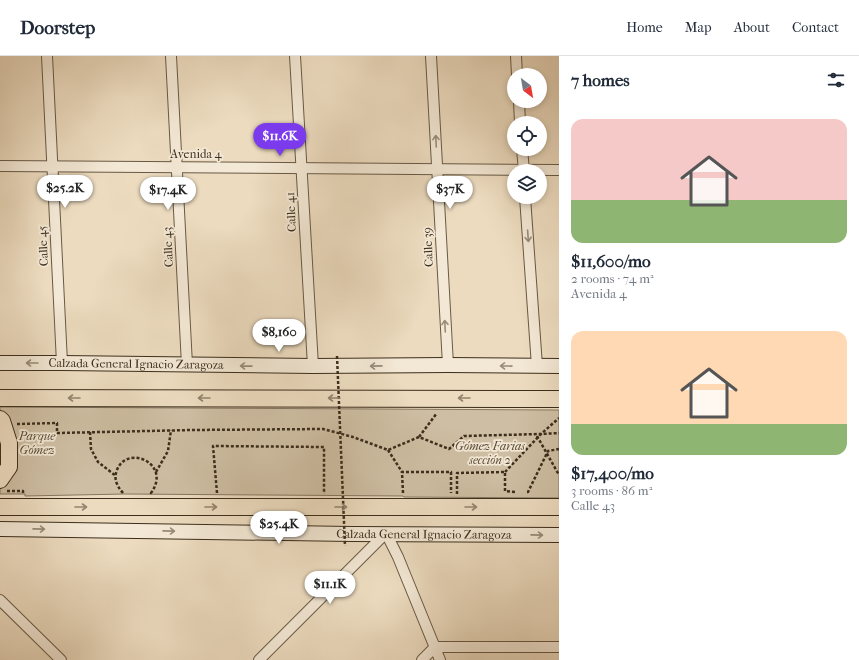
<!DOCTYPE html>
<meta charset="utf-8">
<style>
:root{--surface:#fff;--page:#f6f6f7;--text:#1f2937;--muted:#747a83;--line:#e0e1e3;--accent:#7c3aed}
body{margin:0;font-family:"IM FELL French Canon",serif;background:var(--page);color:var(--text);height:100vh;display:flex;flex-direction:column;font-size:15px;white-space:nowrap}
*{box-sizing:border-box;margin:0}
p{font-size:13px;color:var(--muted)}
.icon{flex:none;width:22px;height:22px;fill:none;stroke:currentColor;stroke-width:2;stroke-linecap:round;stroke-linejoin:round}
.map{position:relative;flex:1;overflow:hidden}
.details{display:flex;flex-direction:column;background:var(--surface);width:300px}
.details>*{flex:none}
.needle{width:26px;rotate:149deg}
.buttons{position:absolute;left:507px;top:12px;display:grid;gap:8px}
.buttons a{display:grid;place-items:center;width:40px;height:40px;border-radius:50%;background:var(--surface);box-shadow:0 2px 6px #0003;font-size:20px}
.price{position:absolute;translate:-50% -34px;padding:0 9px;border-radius:14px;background:#fff;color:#222;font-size:13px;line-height:26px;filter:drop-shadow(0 1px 2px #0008)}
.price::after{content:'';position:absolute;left:50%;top:24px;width:12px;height:9px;margin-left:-6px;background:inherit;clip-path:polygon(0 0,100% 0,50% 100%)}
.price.active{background:var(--accent);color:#fff}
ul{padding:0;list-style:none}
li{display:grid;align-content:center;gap:8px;height:212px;padding:0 12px}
li span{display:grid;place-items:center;height:124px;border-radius:12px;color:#555}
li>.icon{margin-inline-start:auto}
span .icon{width:72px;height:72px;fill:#fffc;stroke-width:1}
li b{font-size:17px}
h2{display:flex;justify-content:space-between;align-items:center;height:48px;padding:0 12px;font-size:17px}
header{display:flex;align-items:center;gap:24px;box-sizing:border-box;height:56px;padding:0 20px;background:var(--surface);border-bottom:1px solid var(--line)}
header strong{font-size:19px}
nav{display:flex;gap:22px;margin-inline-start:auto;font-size:14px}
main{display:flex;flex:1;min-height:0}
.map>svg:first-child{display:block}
.green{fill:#cebea3;stroke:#857660}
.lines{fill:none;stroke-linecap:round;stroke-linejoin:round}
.street-casing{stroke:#685945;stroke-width:12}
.secondary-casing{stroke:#3c2e1c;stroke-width:16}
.primary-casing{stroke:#3c2e1c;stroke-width:18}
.path{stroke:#3c2e1c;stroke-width:2.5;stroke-dasharray:3 2;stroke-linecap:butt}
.street{stroke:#f3e8d5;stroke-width:10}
.secondary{stroke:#f3e8d5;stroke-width:14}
.primary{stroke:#ecdbbf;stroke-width:16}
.path-bridge{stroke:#3c2e1c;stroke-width:2.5;stroke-dasharray:3 2;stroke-linecap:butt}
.oneway{stroke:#988b78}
.oneway2{stroke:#94846e}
.labels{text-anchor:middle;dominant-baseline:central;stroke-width:3.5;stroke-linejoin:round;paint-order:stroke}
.street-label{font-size:12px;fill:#3c2e1c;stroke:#f3e8d5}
.park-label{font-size:12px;font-style:italic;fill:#594b37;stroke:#f3e8d5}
</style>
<header>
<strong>Doorstep</strong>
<nav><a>Home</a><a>Map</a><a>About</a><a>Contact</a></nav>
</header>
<main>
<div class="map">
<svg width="559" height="604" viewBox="0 0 559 604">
<rect width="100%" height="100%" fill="#ecdbbf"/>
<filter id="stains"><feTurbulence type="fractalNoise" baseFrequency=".005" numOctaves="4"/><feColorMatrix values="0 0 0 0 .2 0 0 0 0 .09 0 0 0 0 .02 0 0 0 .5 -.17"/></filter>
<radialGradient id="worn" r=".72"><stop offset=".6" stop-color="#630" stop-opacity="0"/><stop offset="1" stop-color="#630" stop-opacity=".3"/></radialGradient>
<path class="green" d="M0 351 559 354V442L404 441 403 440 125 438 25 440V438H0Z"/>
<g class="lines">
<defs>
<g id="street">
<path d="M47 0 62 307"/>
<path d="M171 0 187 309"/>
<path d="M295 0 313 310"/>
<path d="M431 0 448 309"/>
<path d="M516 0 517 19"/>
<path d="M519 45 520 67"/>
<path d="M522 93 524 115"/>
<path d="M0 110 559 114"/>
<path d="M525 141 537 310"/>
<path d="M0 544 61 604"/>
<path d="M259 604 386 477 398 501 440 604"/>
<path d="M422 604 435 591H559"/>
</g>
<g id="secondary">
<path id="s1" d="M0 307H62L313 310 448 309 559 310"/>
<path id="s2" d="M0 473 351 478 559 479"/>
</g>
<g id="primary">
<path d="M0 342 559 343"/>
<path d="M0 363 2 365 9 387V411L0 424"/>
<path d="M0 451H559"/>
</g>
</defs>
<use href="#street" class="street-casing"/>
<use href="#secondary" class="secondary-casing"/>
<use href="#primary" class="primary-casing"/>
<g class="path">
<path d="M17 368 57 367V377L192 374 323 373 353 381 388 394 419 381 449 393 464 380 541 378 559 362"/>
<path d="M90 376 91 393 98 406 116 420"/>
<path d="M537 380 559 419"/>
<path d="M419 381 437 357"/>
<path d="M388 394 402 416"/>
<path d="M156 416 168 395 171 374"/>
<path d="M505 416 541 378 559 377"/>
<path d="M7 435H23V438"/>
<path d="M527 436H528L548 395 559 393"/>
<path d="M123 437C118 431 114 425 116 417 124 386 173 407 151 437H152"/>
<path d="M217 437 213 390 324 391V437H325"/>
<path d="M403 437 402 416H451V437"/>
<path d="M457 438V417L505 416V435L516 436"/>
</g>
<use href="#street" class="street"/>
<use href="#secondary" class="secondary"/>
<use href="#primary" class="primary"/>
<path class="path-bridge" d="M337 300 345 490"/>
</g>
<defs><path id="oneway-shaft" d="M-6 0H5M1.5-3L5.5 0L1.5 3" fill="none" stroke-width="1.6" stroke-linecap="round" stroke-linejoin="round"/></defs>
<g class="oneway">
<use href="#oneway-shaft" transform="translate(436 85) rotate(-93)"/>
<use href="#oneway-shaft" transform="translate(528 180) rotate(86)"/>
<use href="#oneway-shaft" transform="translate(445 270) rotate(-93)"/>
<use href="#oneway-shaft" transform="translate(32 307) rotate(180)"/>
<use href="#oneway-shaft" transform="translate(246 310) rotate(-179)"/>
<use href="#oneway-shaft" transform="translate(376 310) rotate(179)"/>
<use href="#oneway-shaft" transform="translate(506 310) rotate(-179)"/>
<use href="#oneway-shaft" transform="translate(39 473) rotate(1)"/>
<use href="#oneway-shaft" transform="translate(169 475) rotate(1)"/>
<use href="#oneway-shaft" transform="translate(537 479) rotate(1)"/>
</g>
<g class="oneway2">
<use href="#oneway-shaft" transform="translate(74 342) rotate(-180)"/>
<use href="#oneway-shaft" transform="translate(204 342) rotate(-180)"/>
<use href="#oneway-shaft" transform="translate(334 342) rotate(-180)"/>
<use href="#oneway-shaft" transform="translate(464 342) rotate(-180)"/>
<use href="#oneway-shaft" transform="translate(81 451)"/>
<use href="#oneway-shaft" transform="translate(211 451)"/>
<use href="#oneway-shaft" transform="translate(341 451)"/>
<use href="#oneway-shaft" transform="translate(471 451)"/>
</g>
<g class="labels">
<g class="street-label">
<text x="196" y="98">Avenida 4</text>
<text transform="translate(291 156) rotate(-93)">Calle 41</text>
<text transform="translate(43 190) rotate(-93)">Calle 45</text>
<text transform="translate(168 191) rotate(-93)">Calle 43</text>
<text transform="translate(428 191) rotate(-93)">Calle 39</text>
<text stroke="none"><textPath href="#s1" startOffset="136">Calzada General Ignacio Zaragoza</textPath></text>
<text stroke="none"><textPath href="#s2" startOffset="424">Calzada General Ignacio Zaragoza</textPath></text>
</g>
<g class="park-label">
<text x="37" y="380">Parque<tspan x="37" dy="14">Gómez</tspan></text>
<text x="490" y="390">Gómez Farias<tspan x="490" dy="14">sección 2</tspan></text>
</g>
</g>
<rect width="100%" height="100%" filter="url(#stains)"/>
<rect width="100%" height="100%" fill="url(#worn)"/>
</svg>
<div class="buttons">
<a><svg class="needle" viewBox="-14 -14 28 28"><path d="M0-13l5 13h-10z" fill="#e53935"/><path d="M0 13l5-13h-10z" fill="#747a83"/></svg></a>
<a><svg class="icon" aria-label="locate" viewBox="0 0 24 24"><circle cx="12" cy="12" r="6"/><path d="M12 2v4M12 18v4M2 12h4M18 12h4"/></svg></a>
<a><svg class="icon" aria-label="layers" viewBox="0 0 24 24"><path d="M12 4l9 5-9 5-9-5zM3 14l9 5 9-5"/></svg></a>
</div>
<b class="price active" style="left:280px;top:101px">$11.6K</b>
<b class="price" style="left:65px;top:153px">$25.2K</b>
<b class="price" style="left:450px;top:154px">$37K</b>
<b class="price" style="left:168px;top:155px">$17.4K</b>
<b class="price" style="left:279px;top:297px">$8,160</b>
<b class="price" style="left:279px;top:489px">$25.4K</b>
<b class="price" style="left:330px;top:549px">$11.1K</b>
</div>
<section class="details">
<h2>7 homes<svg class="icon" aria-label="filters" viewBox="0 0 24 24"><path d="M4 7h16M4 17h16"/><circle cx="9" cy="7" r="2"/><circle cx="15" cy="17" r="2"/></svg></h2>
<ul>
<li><span style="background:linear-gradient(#f6c9c9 65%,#8fb573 0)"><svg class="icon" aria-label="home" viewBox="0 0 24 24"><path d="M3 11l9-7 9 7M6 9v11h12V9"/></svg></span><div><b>$11,600/mo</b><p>2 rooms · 74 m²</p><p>Avenida 4</p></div></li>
<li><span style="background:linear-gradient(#ffd9b3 75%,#8fb573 0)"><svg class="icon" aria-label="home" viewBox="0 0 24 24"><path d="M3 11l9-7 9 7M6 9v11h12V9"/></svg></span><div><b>$17,400/mo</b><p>3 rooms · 86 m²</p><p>Calle 43</p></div></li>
</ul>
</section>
</main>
* * * * * * *
Where does the word "position" occur in the data? Copy every line that has it.

.map{position:relative;flex:1;overflow:hidden}
.buttons{position:absolute;left:507px;top:12px;display:grid;gap:8px}
.price{position:absolute;translate:-50% -34px;padding:0 9px;border-radius:14px;background:#fff;color:#222;font-size:13px;line-height:26px;filter:drop-shadow(0 1px 2px #0008)}
.price::after{content:'';position:absolute;left:50%;top:24px;width:12px;height:9px;margin-left:-6px;background:inherit;clip-path:polygon(0 0,100% 0,50% 100%)}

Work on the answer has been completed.